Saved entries
.....

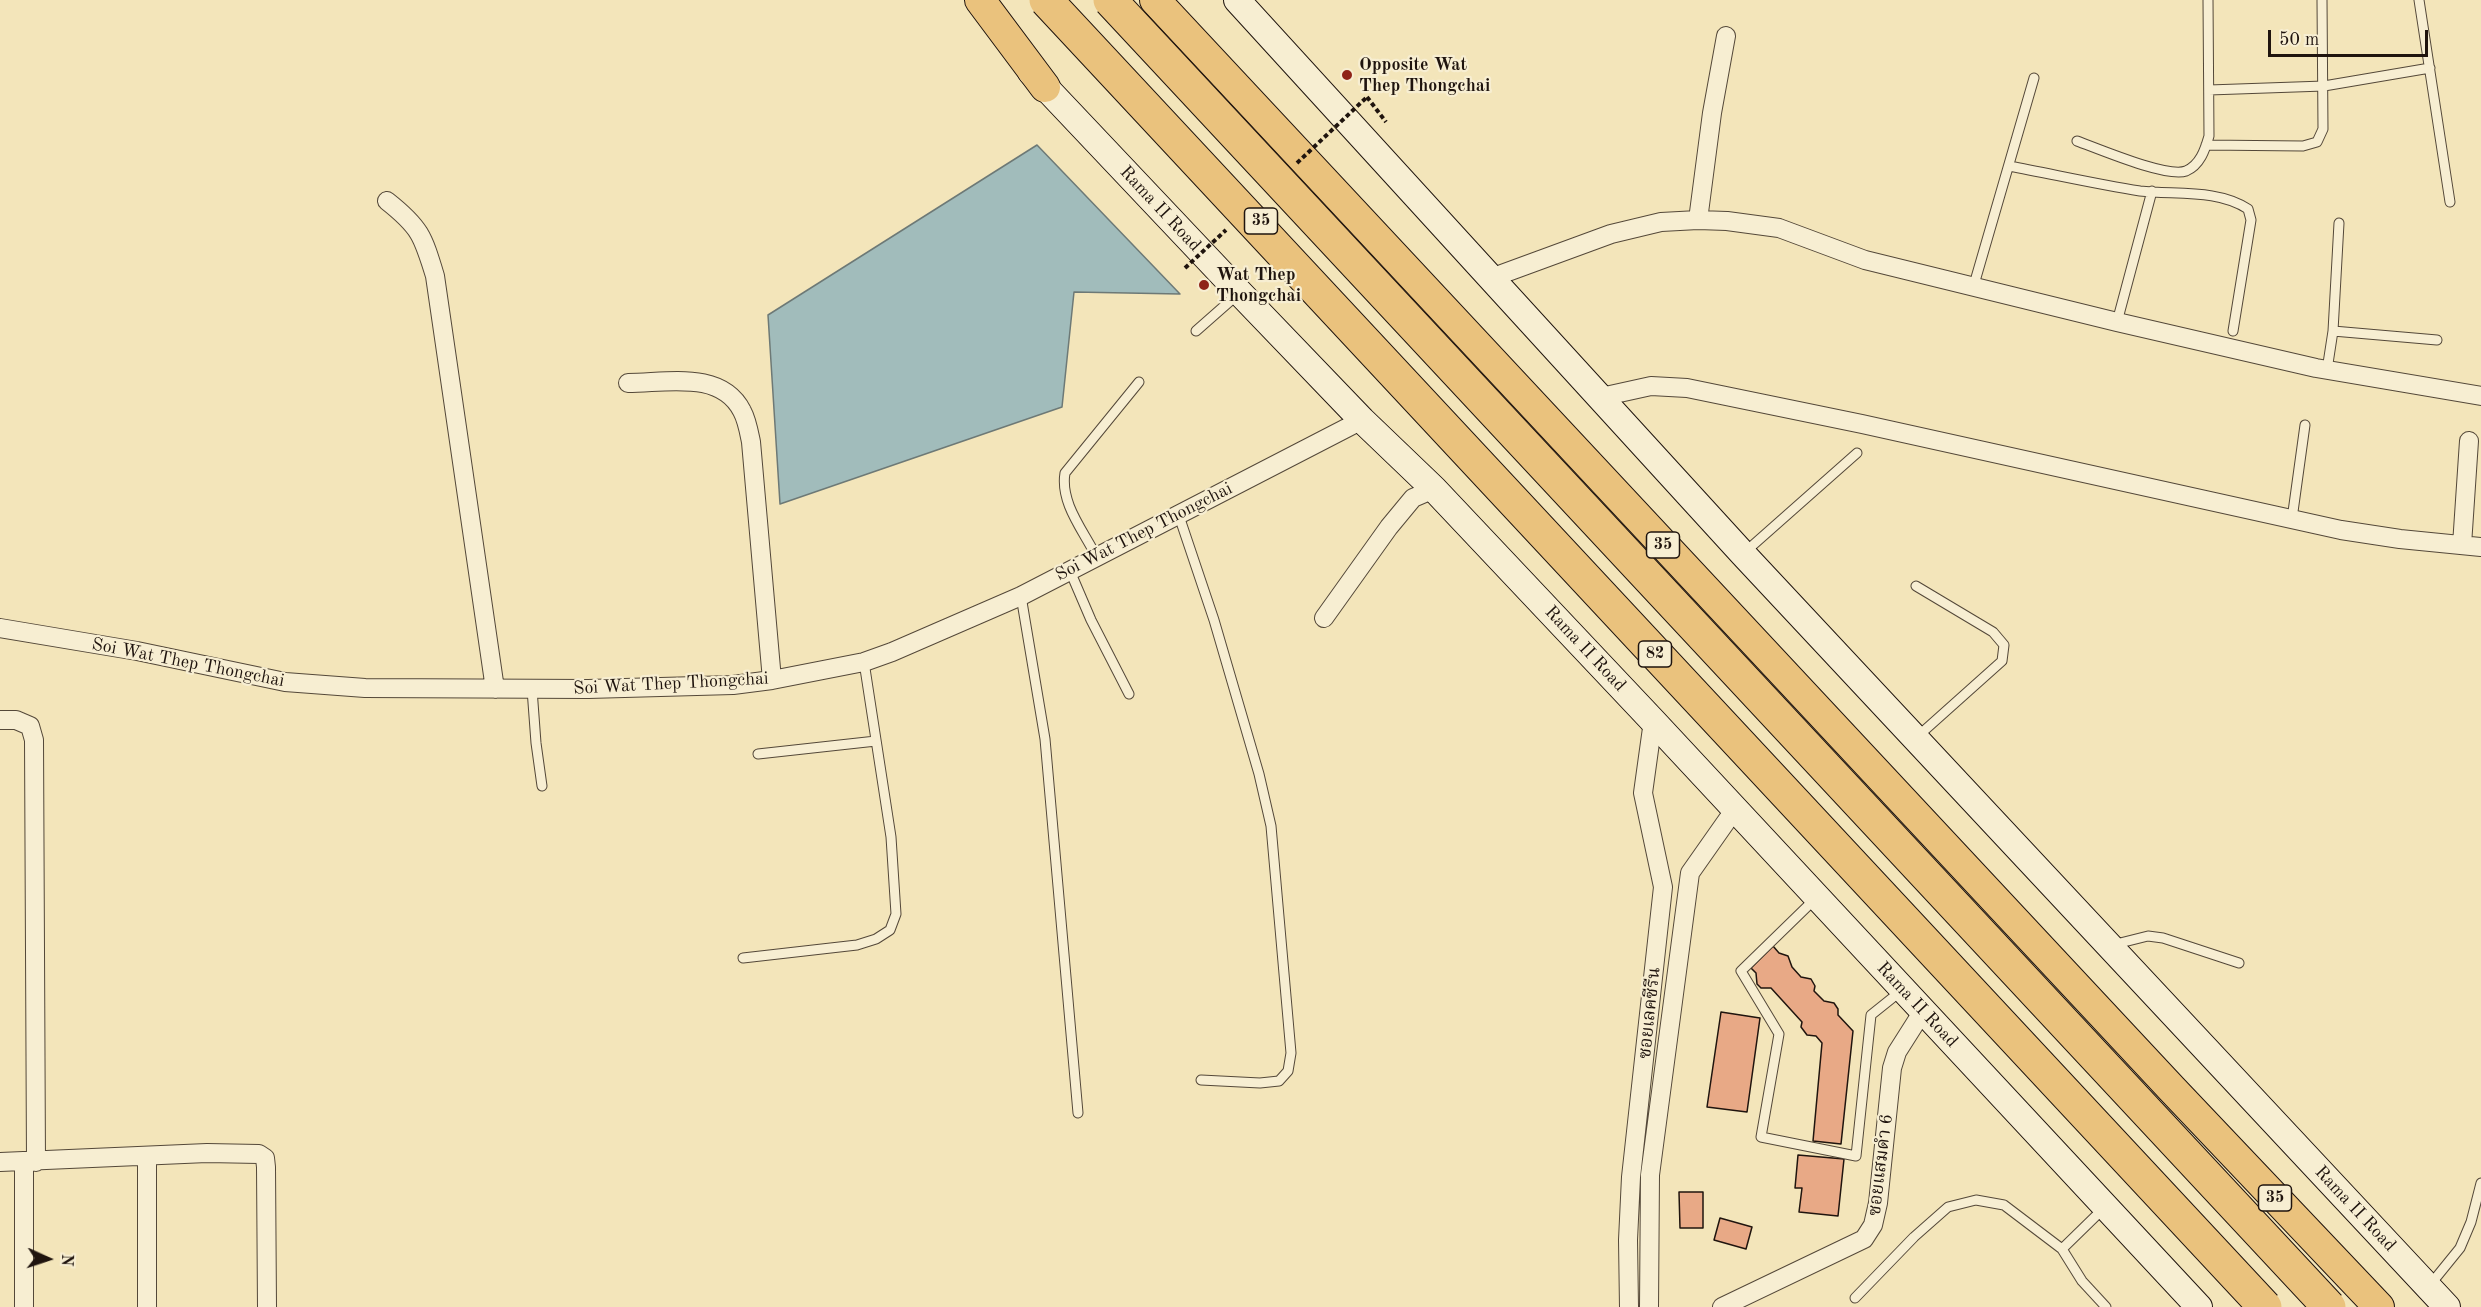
<!DOCTYPE html>
<meta charset="utf-8">
<style>
body{margin:0}
#map{position:relative;width:2481px;height:1307px;overflow:hidden;background:#f3e5ba;font-family:"Old Standard TT",serif}
canvas{display:block}
.north{position:absolute;left:18px;top:1229px;width:60px;height:60px;-webkit-text-stroke:4px #f7eed2;paint-order:stroke;rotate:93deg;font-size:16px;font-weight:700;line-height:24px;text-align:center;color:#1f140e}
.north::after{content:'';display:block;margin:auto;width:21px;height:27px;background:#1f140e;clip-path:polygon(50% 0,100% 100%,50% 72%,0 100%)}
.scale{position:absolute;left:2268px;top:30px;width:160px;height:27px;box-sizing:border-box;border:3px solid #1f140e;border-top:0;padding-left:8px;font-size:18px;line-height:21px;white-space:nowrap;color:#1f140e;-webkit-text-stroke:4px #f7eed2;paint-order:stroke}
</style>
<div id="map">
<canvas width="2481" height="1307"></canvas>
<div class="north">N</div>
<div class="scale">50 m</div>
</div>
<script>
const c = document.querySelector('canvas').getContext('2d');
c.lineJoin = 'round';
function fillPath(path, color) {
  c.fillStyle = color;
  c.fill(path, 'evenodd');
}
function stroke(path, color, width, dash) {
  c.strokeStyle = color;
  c.lineWidth = width;
  c.lineCap = dash ? 'butt' : 'round';
  c.setLineDash(dash || []);
  c.stroke(path);
}
function write(font, color, halo, rows, align = 'center') {
  c.font = font + ' "Old Standard TT","Noto Serif Thai",serif';
  c.lineWidth = 4.5;
  c.setLineDash([]);
  c.textBaseline = 'middle';
  c.strokeStyle = halo;
  c.fillStyle = color;
  for (const [text, x, y, turn = 0] of rows) {
    c.save();
    c.translate(x, y);
    c.rotate((+turn || 0) * Math.PI / 180);
    c.textAlign = isNaN(turn) ? turn : align;
    if (halo) c.strokeText(text, 0, 0);
    c.fillText(text, 0, 0);
    c.restore();
  }
}
const water = new Path2D(`
 M 1037,145 L 1180,294 L 1074,292 L 1062,407 L 780,504 L 768,315 Z`);
const building = new Path2D(`
 M 1773,946 L 1779,953 L 1788,956 L 1792,967 L 1801,977 L 1811,979 L 1815,986 L 1814,991 L 1824,1001 L 1834,1003 L 1838,1009 L 1838,1015 L 1853,1031 L 1841,1144 L 1813,1141 L 1822,1043 L 1816,1036 L 1807,1035 L 1801,1027 L 1802,1022 L 1771,988 L 1761,988 L 1757,984 L 1756,973 L 1751,968 Z
 M 1721,1012 L 1760,1018 L 1747,1112 L 1707,1107 Z
 M 1798,1155 L 1844,1159 L 1838,1216 L 1799,1212 L 1802,1188 L 1795,1188 Z
 M 1679,1192 L 1703,1192 L 1703,1228 L 1680,1228 Z
 M 1720,1218 L 1752,1227 L 1746,1249 L 1714,1240 Z`);
const path = new Path2D(`
 M 1367,97 L 1386,122`);
const service = new Path2D(`
 M 2419,0 L 2450,202
 M 2209,90 L 2324,86 L 2430,68
 M 2077,141 C 2099,149 2167,178 2186,171 C 2200,165 2205,150 2209,136 L 2208,0
 M 2206,145 L 2303,146 L 2317,142 L 2323,129 L 2322,0
 M 2009,166 C 2052,174 2096,184 2140,191 C 2176,195 2218,189 2248,209 L 2251,220 L 2233,331
 M 1973,288 L 2034,78
 M 2117,322 L 2152,191
 M 1196,331 L 1238,294
 M 2333,331 L 2437,340
 M 2327,370 L 2333,331 L 2339,223
 M 1178,513 L 1214,620 L 1259,774 L 1271,826 L 1291,1053 L 1288,1071 L 1279,1081 L 1260,1083 L 1201,1080
 M 2292,519 L 2305,425
 M 1744,553 L 1857,453
 M 1096,556 C 1083,530 1060,503 1065,473 L 1139,382
 M 1070,571 L 1091,620 L 1129,694
 M 1916,586 L 1993,632 L 2004,645 L 2002,661 L 1917,737
 M 1021,596 L 1045,739 L 1078,1113
 M 532,689 L 536,743 L 542,786
 M 758,754 L 876,741
 M 1816,898 L 1741,971 L 1779,1034 L 1761,1137 L 1856,1156 L 1871,1015 L 1901,991
 M 2112,945 L 2148,936 L 2163,938 L 2239,963
 M 743,958 L 857,945 L 876,939 L 890,930 L 896,914 L 891,837 L 864,662
 M 2104,1208 L 2062,1249 L 2082,1281 L 2106,1307
 M 2430,1285 L 2460,1248 L 2471,1222 L 2481,1183
 M 1855,1298 L 1914,1237 L 1948,1207 L 1976,1200 L 2004,1205 L 2062,1249`);
const minor = new Path2D(`
 M 387,201 C 420,227 423,236 435,276 L 495,689
 M 1698,220 L 1712,113 L 1726,36
 M 1491,278 L 1611,234 L 1661,222 L 1698,220 L 1727,221 L 1779,228 L 1865,260 L 2117,322 L 2316,368 L 2481,396
 M 628,383 C 667,383 721,370 742,411 C 747,420 749,432 751,442 L 772,680
 M 1601,397 L 1651,386 L 1687,388 L 1862,424 L 2341,530 L 2400,539 L 2481,547
 M 2462,545 L 2469,441
 M 1324,618 L 1389,527 L 1413,498 L 1434,489
 M 0,628 L 137,651 L 285,682 L 365,688 L 588,689 L 733,685 L 772,680 L 864,662 L 892,652 L 1021,596 L 1362,420
 M 0,720 L 16,720 L 30,726 L 34,740 L 36,1162
 M 0,1162 L 207,1153 L 259,1154 L 265,1158 L 266,1167 L 267,1307
 M 24,1307 L 24,1162
 M 147,1307 L 147,1157
 M 1629,1307 L 1628,1240 L 1631,1177 L 1663,887 L 1643,793 L 1653,721
 M 1649,1307 L 1650,1175 L 1690,873 L 1735,809
 M 1722,1307 L 1864,1239 L 1873,1225 L 1878,1203 L 1892,1068 L 1897,1052 L 1923,1011`);
const secondary = new Path2D(`
 M 1237,0 L 1743,554 L 2447,1307
 M 1031,72 L 1240,293 L 1362,420 L 1434,489 L 1653,721 L 2199,1307`);
const trunk = new Path2D(`
 M 980,0 L 1045,87
 M 1155,0 L 2172,1089 L 2379,1307`);
const pathBridge = new Path2D(`
 M 1297,163 L 1367,97
 M 1185,268 L 1226,230`);
const motorwayBridge = new Path2D(`
 M 1046,0 L 2265,1307
 M 1110,0 L 2329,1307`);
const markers = [
 [1347,75,6,"#8f2418"],
 [1204,285,6,"#8f2418"]
];
const shields = [
 [1261,221,33],
 [1663,545,33],
 [1655,654,33],
 [2275,1198,33]
];
const shieldNames = [
 ["35",1261,221],
 ["35",1663,545],
 ["82",1655,654],
 ["35",2275,1198]
];
const poiNames = [
 ["Opposite Wat",1359,65],
 ["Thep Thongchai",1359,86],
 ["Wat Thep",1216,275],
 ["Thongchai",1216,296]
];
const streetNames = [
 ["Rama II Road",1160,209,47],
 ["Soi Wat Thep Thongchai",1144,532,-27],
 ["Rama II Road",1585,649,47],
 ["Soi Wat Thep Thongchai",188,663,11],
 ["Soi Wat Thep Thongchai",671,684,-3],
 ["Rama II Road",1917,1005,47],
 ["ซอยเลคซีรีน",1650,1013,-84],
 ["ซอยแสมดำ 6",1881,1165,-83],
 ["Rama II Road",2355,1209,47]
];
fillPath(water, '#a1bcbb');
stroke(water, '#6d7976', 1.5);
fillPath(building, '#e8a986');
stroke(building, '#1f140e', 1.5);
stroke(service, '#544839', 11);
stroke(minor, '#544839', 20);
stroke(secondary, '#1f140e', 28);
stroke(trunk, '#1f140e', 32);
stroke(path, '#1f140e', 4, [4.5, 3]);
stroke(service, '#f7eed2', 9);
stroke(minor, '#f7eed2', 18);
stroke(secondary, '#f7eed2', 26);
stroke(trunk, '#eac27d', 30);
stroke(motorwayBridge, '#1f140e', 35, []);
stroke(pathBridge, '#1f140e', 4, [4.5, 3]);
stroke(motorwayBridge, '#eac27d', 33);
for (const [x, y, r, color] of markers) {
  const dot = new Path2D();
  dot.arc(x, y, r, 0, 2 * Math.PI);
  c.fillStyle = color;
  c.fill(dot);
  stroke(dot, '#f7eed2', 2);
}
for (const [x, y, w] of shields) {
  const box = new Path2D();
  box.roundRect(x - w / 2, y - 13, w, 26, 4.5);
  c.fillStyle = '#f7eed2';
  c.fill(box);
  stroke(box, '#1f140e', 1.5);
}
write('bold 16px', '#1f140e', null, shieldNames);
write('bold 18px', '#1f140e', '#f7eed2', poiNames, 'left');
write('18px', '#1f140e', '#f7eed2', streetNames);
</script>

.....

Exercise brief
Transcribe the records above exactly, beginning at the line that contains "M 1491,278 L" and ending with the line that contains "M 1031,72 L", both included, and nothing else.

Solution below
 M 1491,278 L 1611,234 L 1661,222 L 1698,220 L 1727,221 L 1779,228 L 1865,260 L 2117,322 L 2316,368 L 2481,396
 M 628,383 C 667,383 721,370 742,411 C 747,420 749,432 751,442 L 772,680
 M 1601,397 L 1651,386 L 1687,388 L 1862,424 L 2341,530 L 2400,539 L 2481,547
 M 2462,545 L 2469,441
 M 1324,618 L 1389,527 L 1413,498 L 1434,489
 M 0,628 L 137,651 L 285,682 L 365,688 L 588,689 L 733,685 L 772,680 L 864,662 L 892,652 L 1021,596 L 1362,420
 M 0,720 L 16,720 L 30,726 L 34,740 L 36,1162
 M 0,1162 L 207,1153 L 259,1154 L 265,1158 L 266,1167 L 267,1307
 M 24,1307 L 24,1162
 M 147,1307 L 147,1157
 M 1629,1307 L 1628,1240 L 1631,1177 L 1663,887 L 1643,793 L 1653,721
 M 1649,1307 L 1650,1175 L 1690,873 L 1735,809
 M 1722,1307 L 1864,1239 L 1873,1225 L 1878,1203 L 1892,1068 L 1897,1052 L 1923,1011`);
const secondary = new Path2D(`
 M 1237,0 L 1743,554 L 2447,1307
 M 1031,72 L 1240,293 L 1362,420 L 1434,489 L 1653,721 L 2199,1307`);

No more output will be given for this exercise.